Charles Raymond sur le site dans Assomption sud, lors de la journée « enneigée » de la semaine dernière (photo : EMM).

Coup d’éclat… qui en laisse plusieurs perplexes

Dans le cadre de l’entrevue de la semaine dernière, Charles Raymond avait notamment soumis à EST MÉDIA Montréal un document proposant plusieurs mesures d’atténuation, certaines spectaculaires, qui auraient été présentées aux élus des deux administrations municipales depuis 2017 (Ménard et Lessard-Blais) comme des possibilités pouvant être envisagées, document qui aurait aussi été présenté à quelques citoyens s’opposant au projet à l’époque selon l’homme d’affaires. Quelques esquisses ont été publiées dans notre article du 24 avril dernier. Aussi, Charles Raymond affirmait ne pouvoir absolument pas changer quoi que ce soit à son plan présenté en Cour sans devoir obtenir un nouveau permis de la Ville, démarche qu’il refuse catégoriquement de faire pour l’instant compte tenu de la saga judiciaire qu’il vient de vivre. Donc pour le moment, aucune mesure d’atténuation des nuisances en vue, à moins que l’administration municipale ne s’entende préalablement avec l’entreprise, donc accepte de discuter des possibilités avec Charles Raymond, invitation refusée jusqu’ici par l’arrondissement affirme M. Raymond.
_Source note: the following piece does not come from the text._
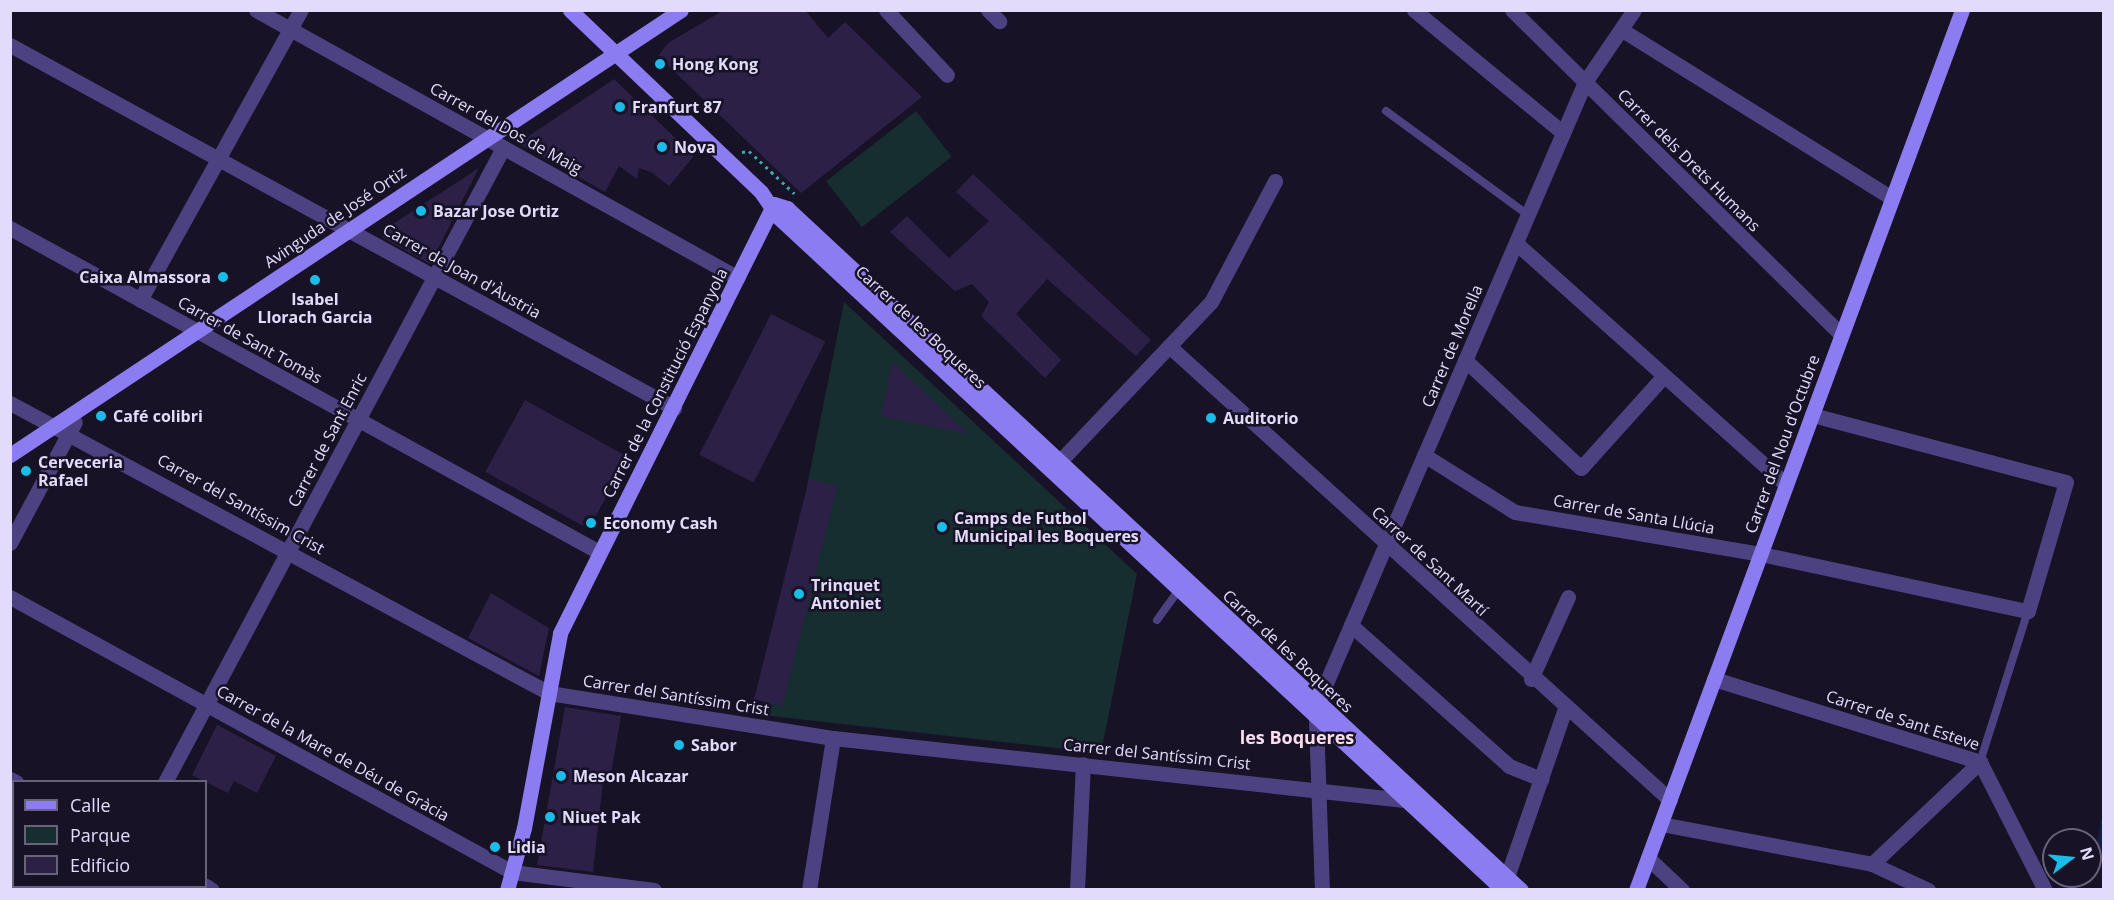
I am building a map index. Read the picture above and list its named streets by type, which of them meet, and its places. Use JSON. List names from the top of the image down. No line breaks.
{"streets":{"street":["Carrer del Dos de Maig","Carrer dels Drets Humans","Avinguda de José Ortiz","Carrer de Joan d'Àustria","Carrer de les Boqueres","Carrer de Sant Tomàs","Carrer de Morella","Carrer de la Constitució Espanyola","Carrer de Sant Enric","Carrer del Nou d'Octubre","Carrer del Santíssim Crist","Carrer de Santa Llúcia","Carrer de Sant Martí","Carrer de Sant Esteve","Carrer de la Mare de Déu de Gràcia"]},"crossings":[["Carrer del Dos de Maig","Avinguda de José Ortiz"],["Carrer del Dos de Maig","Carrer de la Constitució Espanyola"],["Carrer del Dos de Maig","Carrer de Sant Enric"],["Carrer dels Drets Humans","Carrer de Morella"],["Carrer dels Drets Humans","Carrer del Nou d'Octubre"],["Avinguda de José Ortiz","Carrer de Joan d'Àustria"],["Avinguda de José Ortiz","Carrer de les Boqueres"],["Avinguda de José Ortiz","Carrer de Sant Tomàs"],["Avinguda de José Ortiz","Carrer del Santíssim Crist"],["Carrer de Joan d'Àustria","Carrer de la Constitució Espanyola"],["Carrer de Joan d'Àustria","Carrer de Sant Enric"],["Carrer de les Boqueres","Carrer de Morella"],["Carrer de les Boqueres","Carrer de la Constitució Espanyola"],["Carrer de les Boqueres","Carrer del Santíssim Crist"],["Carrer de Sant Tomàs","Carrer de la Constitució Espanyola"],["Carrer de Sant Tomàs","Carrer de Sant Enric"],["Carrer de Morella","Carrer de Santa Llúcia"],["Carrer de Morella","Carrer de Sant Martí"],["Carrer de la Constitució Espanyola","Carrer del Santíssim Crist"],["Carrer de la Constitució Espanyola","Carrer de la Mare de Déu de Gràcia"],["Carrer de Sant Enric","Carrer del Santíssim Crist"],["Carrer de Sant Enric","Carrer de la Mare de Déu de Gràcia"],["Carrer del Nou d'Octubre","Carrer de Santa Llúcia"],["Carrer del Nou d'Octubre","Carrer de Sant Martí"],["Carrer del Nou d'Octubre","Carrer de Sant Esteve"]],"districts":["les Boqueres"],"places":["Hong Kong","Franfurt 87","Nova","Bazar Jose Ortiz","Caixa Almassora","Isabel Llorach Garcia","Café colibri","Auditorio","Cerveceria Rafael","Economy Cash","Camps de Futbol Municipal les Boqueres","Trinquet Antoniet","Sabor","Meson Alcazar","Niuet Pak","Lidia"],"legend":["Calle","Parque","Edificio"],"north":"right"}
Image tirée du document de Ray-Mont Logistiques qui aurait été présenté aux dirigeants de l’arrondissement.

Toute cette histoire rocambolesque a vite ravivé la flamme la semaine dernière, bien sûr des opposants (surtout des résidents des alentours), mais aussi des parties prenantes concernées et de la population en général. Preuve en est que la rencontre Zoom d’hier affichait complet avec 100 participants, soit la limite de la licence achetée par Concertation Assomption sud–Longue-Pointe, et on ne sait donc pas combien d’autres personnes n’ont pu se brancher (beaucoup de gens ont signalé sur les réseaux sociaux qu’ils ne pouvaient accéder à l’événement). Toutefois, il parait que l’enregistrement de la rencontre est disponible en ligne ou le sera bientôt (nous n’avons pas trouvé de lien ce matin). La particularité de cette rencontre résidait dans la présence, pour une première fois publiquement, de Charles Raymond, qui avait annoncé son intention de parler de son projet « en toute transparence » et de répondre aux questions des participants. Il avait affirmé dans l’article de la semaine dernière qu’il espérait la participation d’élus à cette rencontre et du plus large auditoire possible.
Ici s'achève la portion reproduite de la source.